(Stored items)
==*==
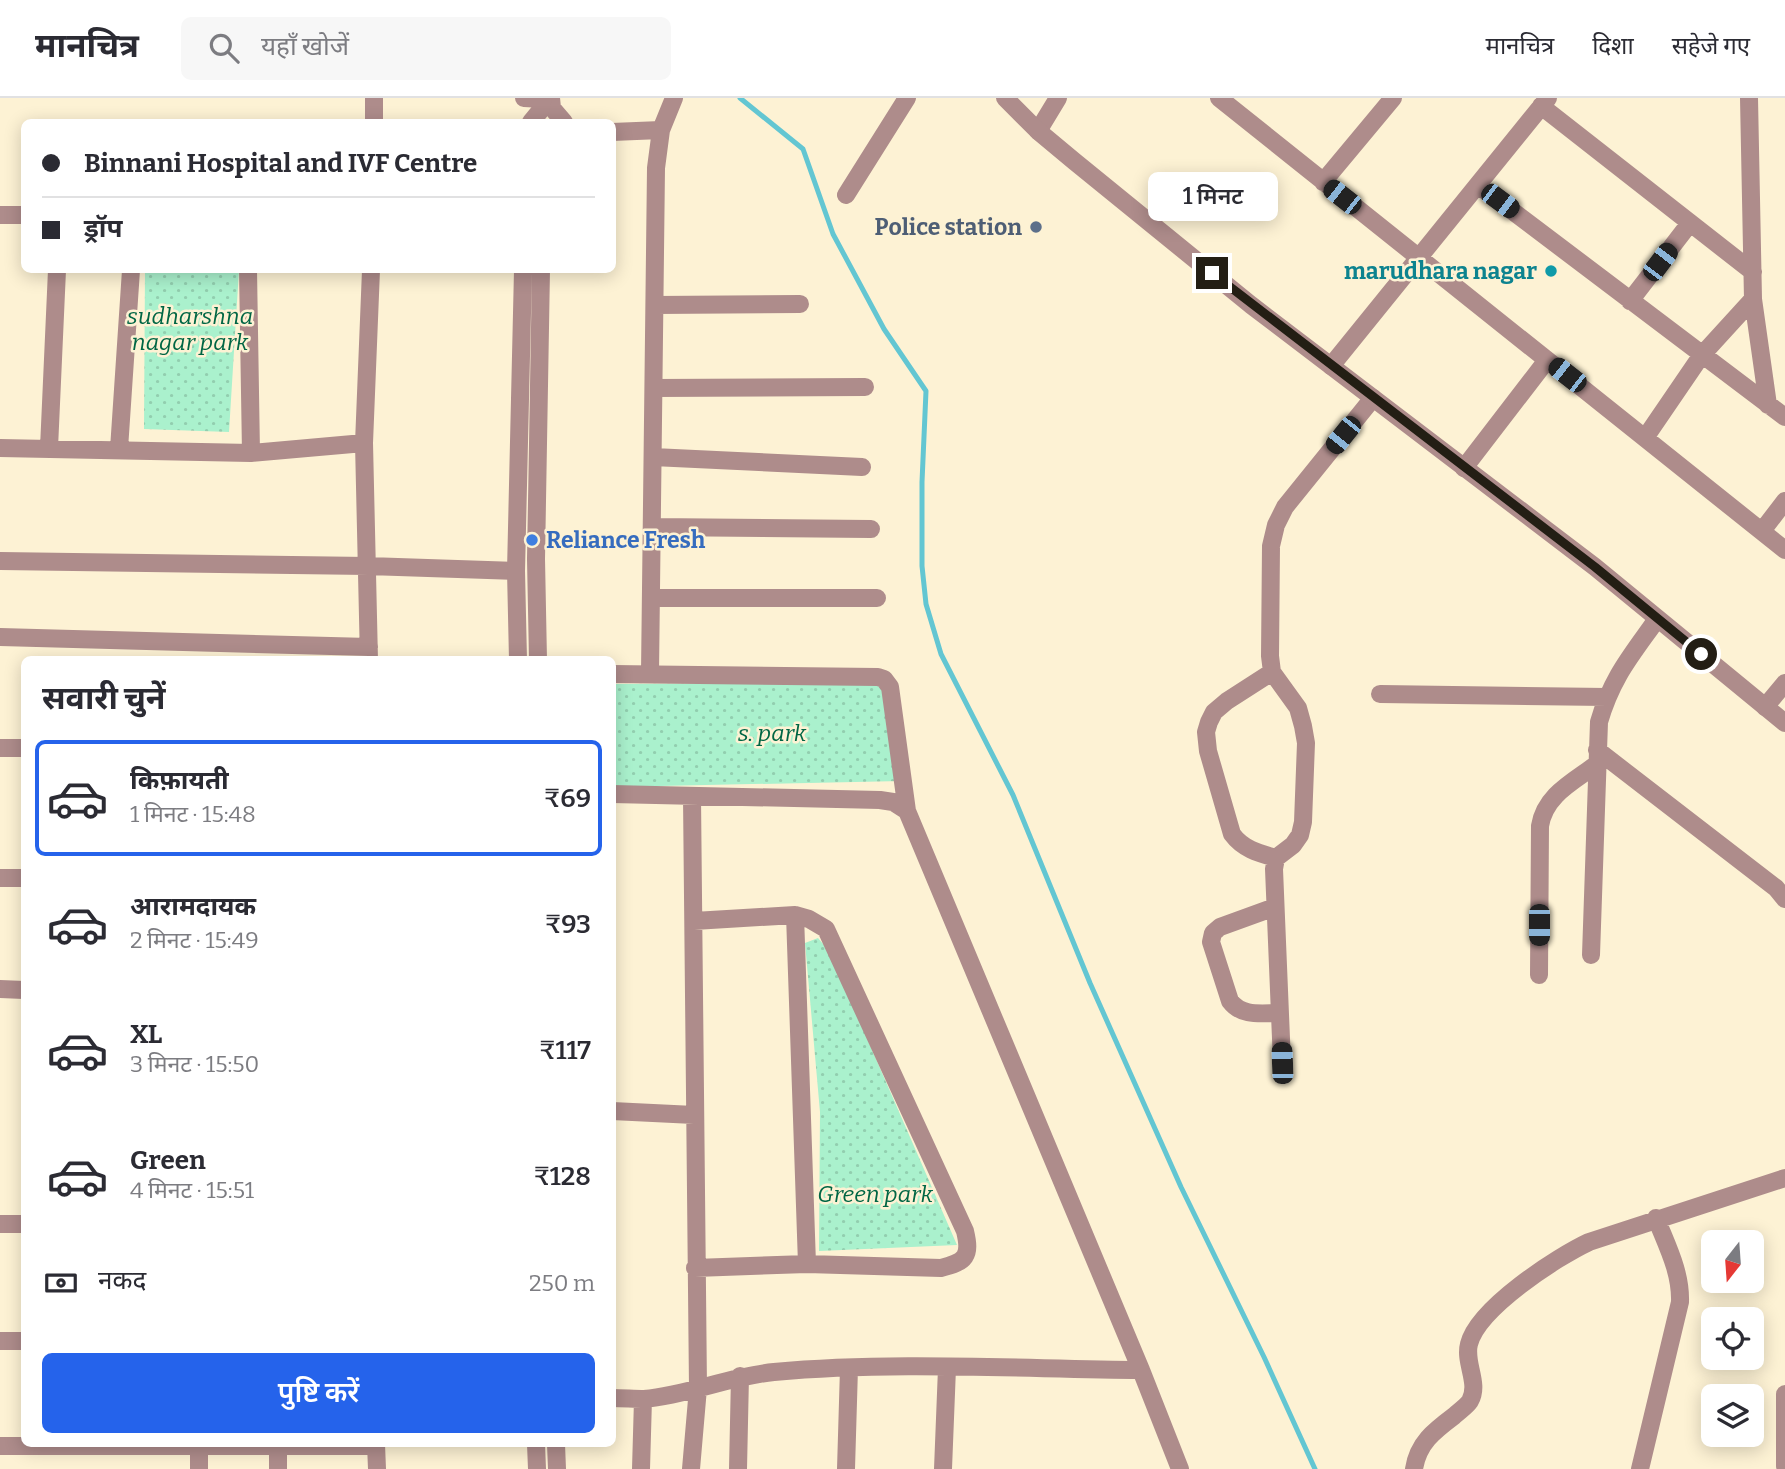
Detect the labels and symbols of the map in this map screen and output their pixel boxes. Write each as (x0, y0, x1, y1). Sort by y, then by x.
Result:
callout: 1 मिनट (1147, 172, 1277, 220)
car (1319, 176, 1366, 218)
car (1477, 180, 1524, 222)
place label: Police station (875, 213, 1022, 241)
marker: Police station (1028, 219, 1044, 235)
car (1639, 239, 1682, 285)
route end (1196, 257, 1228, 289)
place label: marudhara nagar (1344, 257, 1537, 285)
marker: marudhara nagar (1543, 263, 1559, 279)
park label: sudharshna nagar park (127, 302, 253, 356)
car (1544, 354, 1591, 396)
car (1322, 412, 1365, 458)
place label: Reliance Fresh (546, 526, 706, 554)
marker: Reliance Fresh (524, 532, 540, 548)
route start (1685, 638, 1717, 670)
park label: s. park (738, 719, 807, 747)
car (1529, 904, 1550, 946)
car (1271, 1042, 1294, 1084)
park label: Green park (817, 1180, 933, 1208)
north arrow (1701, 1230, 1764, 1293)

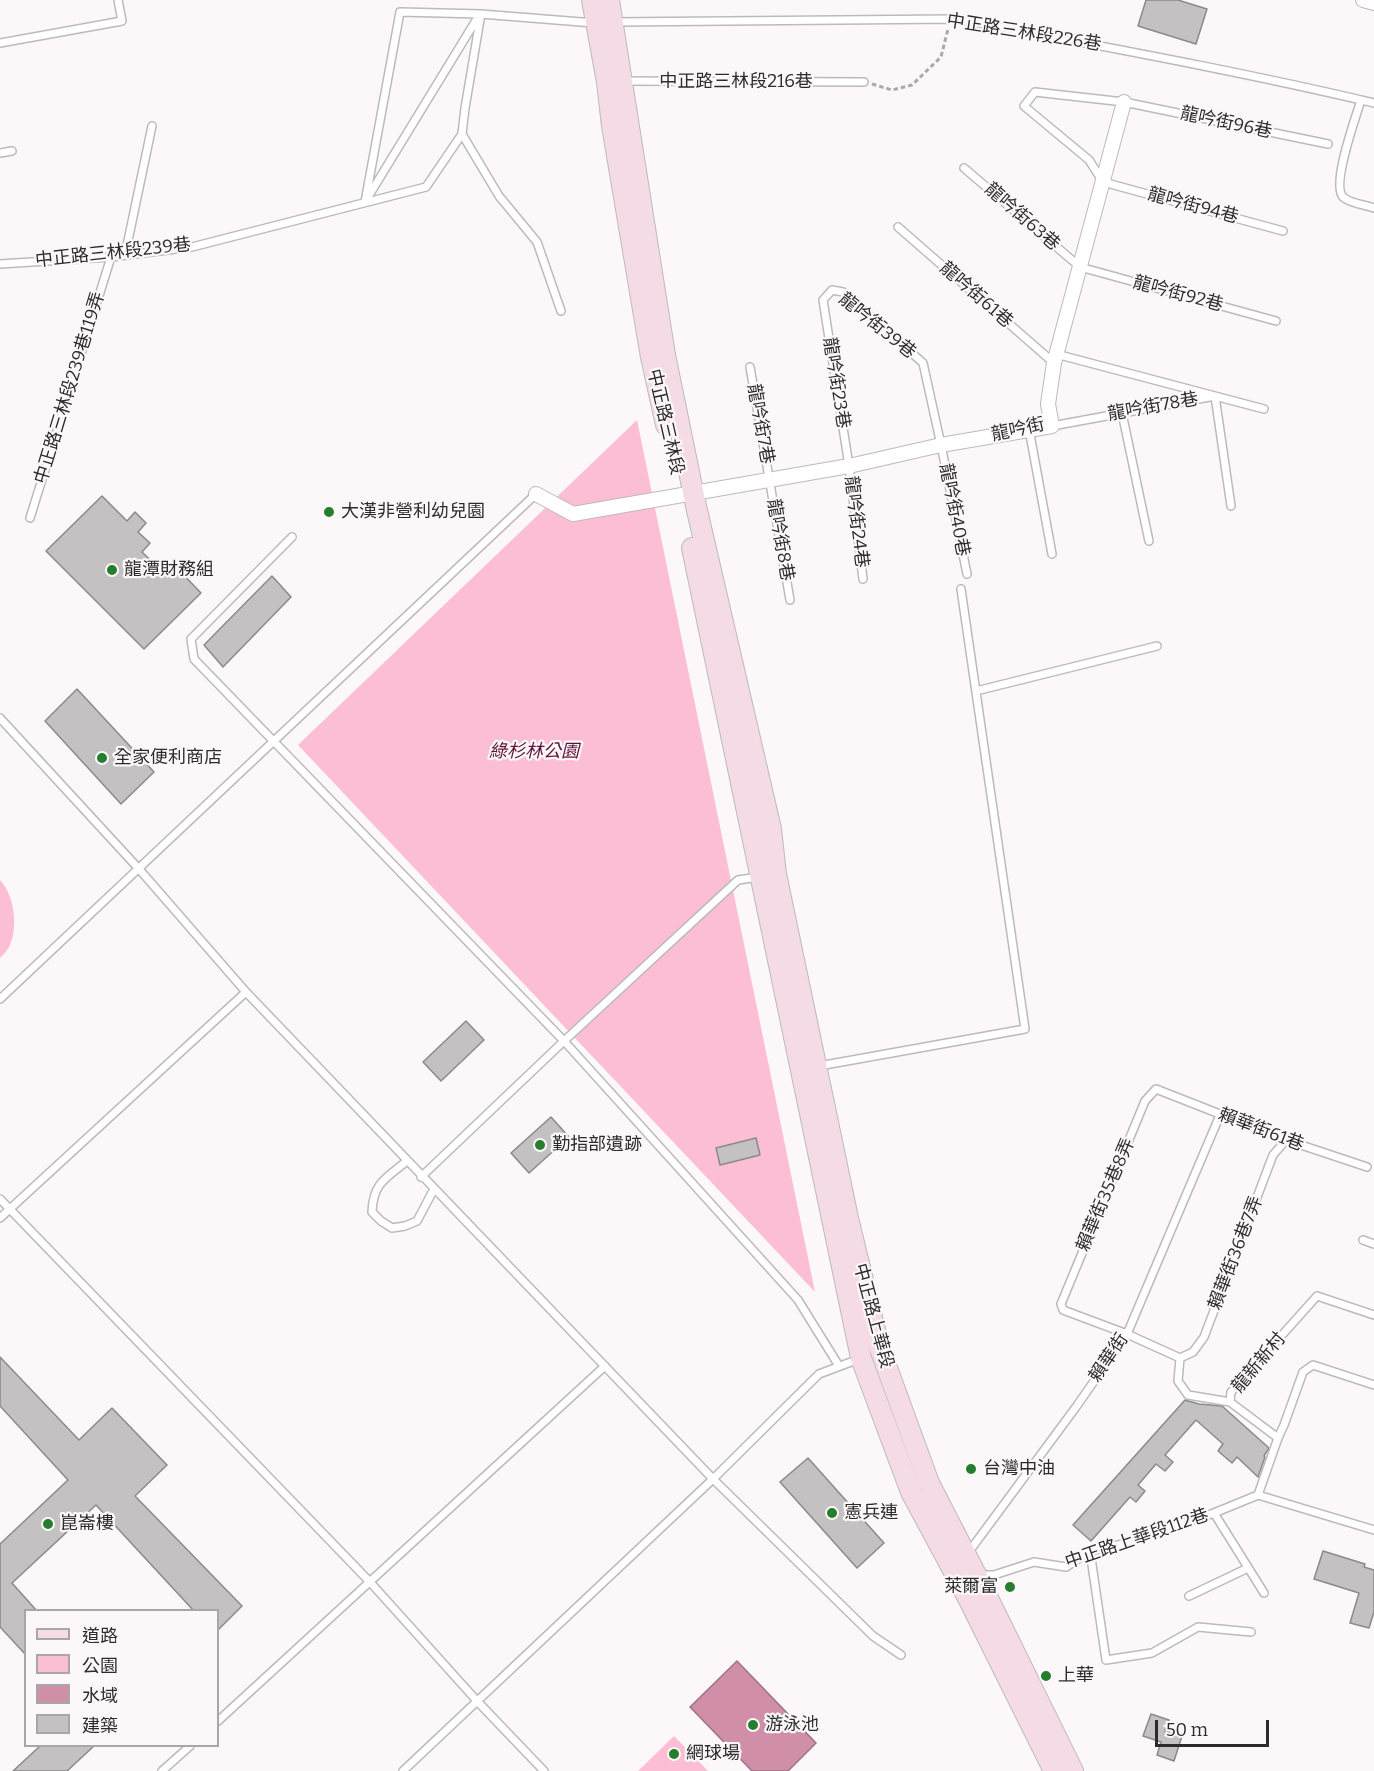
==*==
▶ EXERCISE PROMPT:
Copy out all the data exactly. The images should not appear in the copy.

▶ EXERCISE RESULT:
Detect the labels and symbols of the map in this map screen and output their pixel boxes. Write each as (x0, y0, x1, y1). Sort by y, then by x.
Result:
callout: 1 मिनट (1147, 172, 1277, 220)
car (1319, 176, 1366, 218)
car (1477, 180, 1524, 222)
place label: Police station (875, 213, 1022, 241)
marker: Police station (1028, 219, 1044, 235)
car (1639, 239, 1682, 285)
route end (1196, 257, 1228, 289)
place label: marudhara nagar (1344, 257, 1537, 285)
marker: marudhara nagar (1543, 263, 1559, 279)
park label: sudharshna nagar park (127, 302, 253, 356)
car (1544, 354, 1591, 396)
car (1322, 412, 1365, 458)
place label: Reliance Fresh (546, 526, 706, 554)
marker: Reliance Fresh (524, 532, 540, 548)
route start (1685, 638, 1717, 670)
park label: s. park (738, 719, 807, 747)
car (1529, 904, 1550, 946)
car (1271, 1042, 1294, 1084)
park label: Green park (817, 1180, 933, 1208)
north arrow (1701, 1230, 1764, 1293)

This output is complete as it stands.